__Assignment__: Go to the line holding "position:absolute; left:15px; top:294px;" in the entries below and write out exactly every line down to and including the line holding "display:grid; place-content:center; width:65px;".
------------------------------------
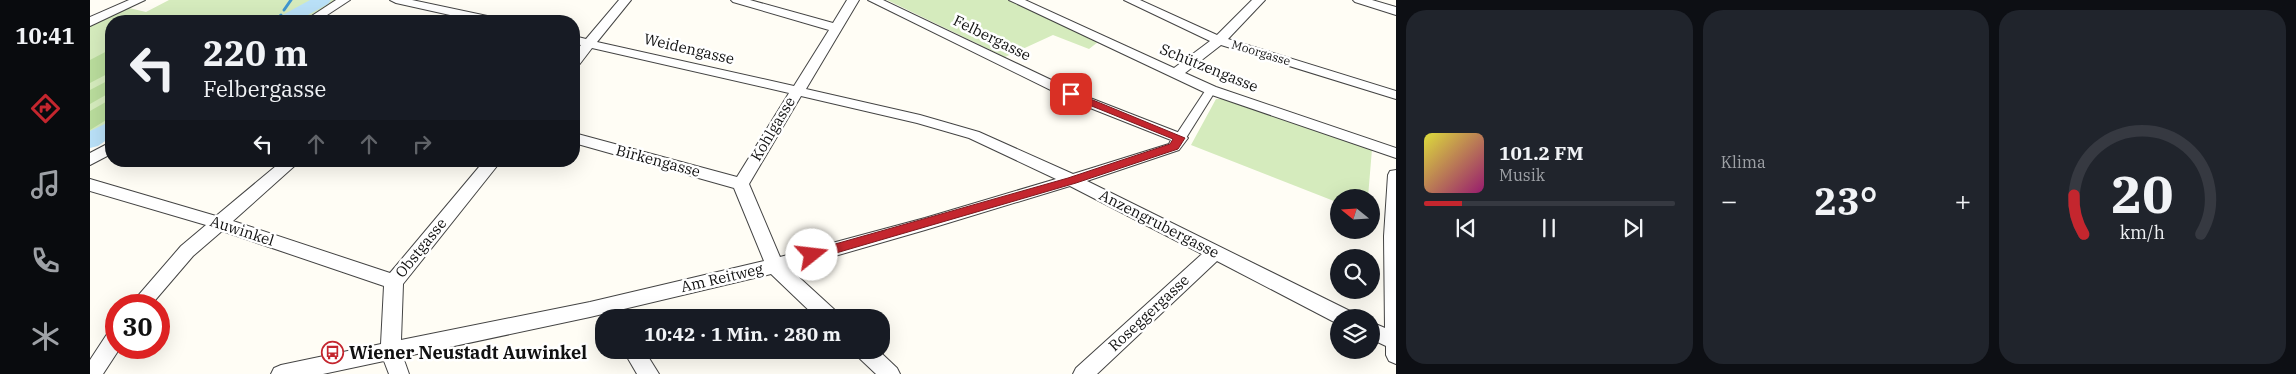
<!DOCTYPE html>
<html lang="de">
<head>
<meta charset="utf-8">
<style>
	body { margin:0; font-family:"IBM Plex Serif",serif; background:#20242c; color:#f1f3f6; height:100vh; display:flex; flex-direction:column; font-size:19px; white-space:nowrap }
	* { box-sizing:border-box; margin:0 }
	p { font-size:16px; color:#9ea1a6 }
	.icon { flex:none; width:28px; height:28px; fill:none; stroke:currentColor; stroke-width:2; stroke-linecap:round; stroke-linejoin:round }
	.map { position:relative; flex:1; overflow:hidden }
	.panel { display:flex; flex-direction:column; gap:10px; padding:10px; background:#0d0f14; width:900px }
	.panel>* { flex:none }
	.hud { position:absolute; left:15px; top:15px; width:475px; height:152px; border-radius:20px; box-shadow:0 5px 20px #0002; background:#171b24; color:#f1f3f6; overflow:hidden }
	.needle { width:32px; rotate:288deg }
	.buttons { position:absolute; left:1240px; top:189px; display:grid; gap:10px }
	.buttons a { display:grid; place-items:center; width:50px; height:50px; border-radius:50%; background:#171b24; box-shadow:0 5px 20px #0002; font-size:25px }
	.speed { position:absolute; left:15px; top:294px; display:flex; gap:10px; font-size:25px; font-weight:700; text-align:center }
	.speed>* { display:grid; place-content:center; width:65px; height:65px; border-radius:50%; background:#171b24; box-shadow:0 5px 20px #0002; line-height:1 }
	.speed .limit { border:8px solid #d22; background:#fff; color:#111 }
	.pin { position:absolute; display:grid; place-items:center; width:42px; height:42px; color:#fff; margin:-21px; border-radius:10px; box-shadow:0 2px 8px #0006 }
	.me { position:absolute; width:55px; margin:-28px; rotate:74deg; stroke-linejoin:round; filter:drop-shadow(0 0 4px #0008) }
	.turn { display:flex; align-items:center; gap:18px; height:105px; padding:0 15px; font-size:22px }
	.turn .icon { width:65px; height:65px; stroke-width:2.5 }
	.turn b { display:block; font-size:35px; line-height:42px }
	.lanes { display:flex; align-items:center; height:48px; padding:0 15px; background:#0003; justify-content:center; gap:25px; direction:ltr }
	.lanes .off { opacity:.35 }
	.big { font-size:38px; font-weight:800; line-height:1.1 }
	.panel .widget { flex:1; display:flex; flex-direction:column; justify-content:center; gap:8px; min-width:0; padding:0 18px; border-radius:20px; background:#20242c }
	.panel .dial { align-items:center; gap:0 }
	.dial svg { height:130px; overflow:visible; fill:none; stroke:#363941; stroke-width:7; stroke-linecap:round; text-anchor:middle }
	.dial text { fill:#f1f3f6; stroke:none }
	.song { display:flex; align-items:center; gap:15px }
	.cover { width:60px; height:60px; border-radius:8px; background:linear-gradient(135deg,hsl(60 70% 55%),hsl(320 70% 35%)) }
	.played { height:5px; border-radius:2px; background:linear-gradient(90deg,#c4262e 15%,#363941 15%) }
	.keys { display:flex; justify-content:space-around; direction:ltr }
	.heat { display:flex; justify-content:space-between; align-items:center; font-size:28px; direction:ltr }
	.panel .tiles { flex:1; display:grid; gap:10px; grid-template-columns:repeat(3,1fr) }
	.trip { position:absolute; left:505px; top:309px; width:295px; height:50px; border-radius:20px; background:#171b24; box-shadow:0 5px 20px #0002; font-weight:800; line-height:50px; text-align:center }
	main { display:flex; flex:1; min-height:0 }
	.dock { display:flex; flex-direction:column; width:90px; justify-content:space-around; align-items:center; background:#090b0e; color:#9ea1a6 }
	.dock .icon { width:35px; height:35px }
	.dock .current { color:#c4262e }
	.dock b { font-size:22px; color:#f1f3f6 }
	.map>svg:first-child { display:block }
</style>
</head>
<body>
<main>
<nav class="dock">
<b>10:41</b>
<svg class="icon current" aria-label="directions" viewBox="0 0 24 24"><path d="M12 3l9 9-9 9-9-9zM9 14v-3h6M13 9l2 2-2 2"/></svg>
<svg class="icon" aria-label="music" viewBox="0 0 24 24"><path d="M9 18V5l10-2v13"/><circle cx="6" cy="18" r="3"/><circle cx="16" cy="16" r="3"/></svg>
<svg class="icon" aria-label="phone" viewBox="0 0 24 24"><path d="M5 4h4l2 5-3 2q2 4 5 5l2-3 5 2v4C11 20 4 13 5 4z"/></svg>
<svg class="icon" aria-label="climate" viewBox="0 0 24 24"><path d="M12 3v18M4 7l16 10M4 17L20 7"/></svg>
</nav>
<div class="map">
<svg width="1306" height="374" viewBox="0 0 1306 374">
	<rect width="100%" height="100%" fill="#fffdf5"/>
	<g fill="#d5ebbd">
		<polygon points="79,0 229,0 190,21 21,21 21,125 0,138 0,24 39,8 56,12"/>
		<polygon points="237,0 248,0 214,21 201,21"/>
		<polygon points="797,0 918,0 1008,42 999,49 963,35 915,57"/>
		<polygon points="1126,99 1139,99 1282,149 1278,197 1249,198 1249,203 1101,145"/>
	</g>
	<g fill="#b9dc9c">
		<polygon points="21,49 21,72 0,83 0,60"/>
		<polygon points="21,79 21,92 0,104 0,90"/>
		<polygon points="21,99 21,117 0,130 0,111"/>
	</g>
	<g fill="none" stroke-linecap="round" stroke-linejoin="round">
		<g stroke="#3f96cf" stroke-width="3">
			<polyline points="194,10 201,0"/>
			<polyline points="185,21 191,15"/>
		</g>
		<g fill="#b9e0f7" fill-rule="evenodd">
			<polygon points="220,0 241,0 238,4 207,21 186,21 189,17"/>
			<polygon points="21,121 21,137 8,146 0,148 0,131"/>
		</g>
		<defs>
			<polygon id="pedestrian" points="1121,87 1126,90 1096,138 1094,141 1086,141 1084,138 1117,88"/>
			<g id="minor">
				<polygon points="39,0 55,0 0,26 0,17"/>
				<polygon points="246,0 260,0 228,21 214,21"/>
				<polygon points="300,0 322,0 402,17 408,21 387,21 306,3"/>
				<path d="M 529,0 L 541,0 L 507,42 L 704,86 L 739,30 L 643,2 L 641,0 L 660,0 L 743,23 L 757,0 L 769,0 L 716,89 L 830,115 L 889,132 L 983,174 L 1079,144 L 1081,140 L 985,102 L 778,0 L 793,0 L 995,96 L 1095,135 L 1098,138 L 1089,150 L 997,181 L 1262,312 L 1264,318 L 1249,318 L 1248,324 L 1127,261 L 1007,374 L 983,374 L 986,368 L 1112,254 L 980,186 L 835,230 L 700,269 L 747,312 L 749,318 L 727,318 L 681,274 L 500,317 L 313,357 L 319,374 L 299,374 L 294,361 L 233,374 L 181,374 L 184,368 L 191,365 L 291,344 L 294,286 L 132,231 L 103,256 L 61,305 L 40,305 L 91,246 L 116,225 L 0,191 L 0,179 L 126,216 L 192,161 L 210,161 L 143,221 L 300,273 L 394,161 L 411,161 L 313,284 L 311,340 L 500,302 L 674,261 L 644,188 L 484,143 L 484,133 L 647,177 L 699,93 L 502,48 L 489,65 L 484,66 L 484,54 L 491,45 L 484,44 L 484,36 L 496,39 ZM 711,96 L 827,123 L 879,138 L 966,179 L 835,218 L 690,257 L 659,184 Z"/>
				<polygon points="919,0 935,0 1084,68 1120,41 1034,0 1050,0 1127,35 1162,0 1175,0 1138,39 1306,91 1306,99 1131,45 1095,73 1126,87 1306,148 1306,158 1116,93"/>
				<polygon points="1263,0 1282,0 1306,7 1306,15 1265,2"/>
				<polygon points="21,142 21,154 0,165 0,153"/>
				<polygon points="1306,170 1306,364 1299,361 1296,355 1296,346 1281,339 1281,322 1295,328 1294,236 1298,175 1300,171"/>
				<polygon points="26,329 26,348 30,348 13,374 0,374 0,360 19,331"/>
				<polygon points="533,350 554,350 569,374 547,374"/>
				<polygon points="764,350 788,350 807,368 810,374 786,374 767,356"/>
			</g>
		</defs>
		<use href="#pedestrian" stroke="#444" stroke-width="2"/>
		<use href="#minor" stroke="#444" stroke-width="2"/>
		<use href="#pedestrian" fill="#fff" fill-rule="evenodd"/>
		<use href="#minor" fill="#fff" fill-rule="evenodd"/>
	</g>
	<polygon fill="#c4262e" stroke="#7f191e" points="981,91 1095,138 1088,149 986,183 722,260 717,258 715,255 717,252 978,178 1080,144 1083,139 977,96 977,92"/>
	<defs>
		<symbol id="bus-ring" viewBox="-11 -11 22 22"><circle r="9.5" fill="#fff" stroke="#c4262e" stroke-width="1.5"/><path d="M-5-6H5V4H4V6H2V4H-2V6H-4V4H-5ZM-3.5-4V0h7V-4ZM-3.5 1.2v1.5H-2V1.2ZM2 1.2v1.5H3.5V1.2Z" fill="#c4262e"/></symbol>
	</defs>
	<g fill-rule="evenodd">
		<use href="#bus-ring" x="230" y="340" width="25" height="25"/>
	</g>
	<g text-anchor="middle" stroke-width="5" stroke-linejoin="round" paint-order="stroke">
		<g font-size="12" fill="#111" stroke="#fff">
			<text transform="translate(1171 53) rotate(17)" y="4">Moorgasse</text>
		</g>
		<g font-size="15" fill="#111" stroke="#fff">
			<text transform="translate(902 38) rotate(26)" y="5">Felbergasse</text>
			<text transform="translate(599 49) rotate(13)" y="5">Weidengasse</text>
			<text transform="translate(1119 68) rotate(22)" y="5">Schützengasse</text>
			<text transform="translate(683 129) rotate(-59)" y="5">Kohlgasse</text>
			<text transform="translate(568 161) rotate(15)" y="5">Birkengasse</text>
			<text transform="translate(1069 224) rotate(27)" y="5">Anzengrubergasse</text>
			<text transform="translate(152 231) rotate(18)" y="5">Auwinkel</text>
			<text transform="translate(331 248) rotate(-51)" y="5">Obstgasse</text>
			<text transform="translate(632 278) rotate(-13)" y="5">Am Reitweg</text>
			<text transform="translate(1059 313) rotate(-43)" y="5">Roseggergasse</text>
		</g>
		<g font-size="18" font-weight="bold" fill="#111" stroke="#fff" text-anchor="start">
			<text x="259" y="359">Wiener Neustadt Auwinkel</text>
		</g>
	</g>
</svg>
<div class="buttons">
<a><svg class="needle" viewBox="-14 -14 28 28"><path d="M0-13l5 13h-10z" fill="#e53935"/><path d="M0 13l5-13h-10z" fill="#9ea1a6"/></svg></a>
<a><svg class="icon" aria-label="search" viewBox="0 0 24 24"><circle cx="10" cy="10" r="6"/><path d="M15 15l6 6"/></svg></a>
<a><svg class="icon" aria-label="layers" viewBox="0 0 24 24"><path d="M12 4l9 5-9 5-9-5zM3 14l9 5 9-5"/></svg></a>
</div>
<div class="speed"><div class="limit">30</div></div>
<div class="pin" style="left:981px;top:94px;background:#d93025"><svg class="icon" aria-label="arrive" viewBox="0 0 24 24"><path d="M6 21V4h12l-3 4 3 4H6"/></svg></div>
<svg class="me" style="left:722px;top:255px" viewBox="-20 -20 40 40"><circle r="19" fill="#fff"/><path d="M0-13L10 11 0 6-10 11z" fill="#c4262e"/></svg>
<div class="trip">10:42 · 1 Min. · 280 m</div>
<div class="hud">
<div class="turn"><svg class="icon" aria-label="left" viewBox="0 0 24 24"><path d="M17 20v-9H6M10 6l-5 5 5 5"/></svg><div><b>220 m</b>Felbergasse</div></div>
<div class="lanes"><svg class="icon" aria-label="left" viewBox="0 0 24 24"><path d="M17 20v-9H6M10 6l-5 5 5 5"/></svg><svg class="icon off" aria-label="ahead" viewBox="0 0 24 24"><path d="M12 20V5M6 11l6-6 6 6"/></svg><svg class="icon off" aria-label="ahead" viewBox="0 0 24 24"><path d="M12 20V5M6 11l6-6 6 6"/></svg><svg class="icon off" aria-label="right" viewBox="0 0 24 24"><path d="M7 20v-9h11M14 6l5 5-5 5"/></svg></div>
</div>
</div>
<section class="panel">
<div class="tiles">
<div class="widget">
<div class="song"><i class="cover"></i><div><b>101.2 FM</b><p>Musik</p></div></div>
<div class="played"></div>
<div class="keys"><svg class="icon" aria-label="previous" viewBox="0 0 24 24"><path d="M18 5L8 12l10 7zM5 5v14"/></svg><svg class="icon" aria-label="pause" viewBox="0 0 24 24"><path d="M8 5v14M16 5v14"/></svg><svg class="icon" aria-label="next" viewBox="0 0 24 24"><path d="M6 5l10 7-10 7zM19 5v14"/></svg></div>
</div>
<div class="widget"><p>Klima</p>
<div class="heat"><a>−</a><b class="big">23°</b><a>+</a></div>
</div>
<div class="widget dial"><svg viewBox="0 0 100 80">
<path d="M14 69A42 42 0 1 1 86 69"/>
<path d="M14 69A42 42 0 0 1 8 45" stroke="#c4262e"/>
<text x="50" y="56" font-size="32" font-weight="700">20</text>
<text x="50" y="72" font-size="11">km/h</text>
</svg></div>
</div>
</section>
</main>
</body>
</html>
------------------------------------
__Completed task__:
	.speed { position:absolute; left:15px; top:294px; display:flex; gap:10px; font-size:25px; font-weight:700; text-align:center }
	.speed>* { display:grid; place-content:center; width:65px; height:65px; border-radius:50%; background:#171b24; box-shadow:0 5px 20px #0002; line-height:1 }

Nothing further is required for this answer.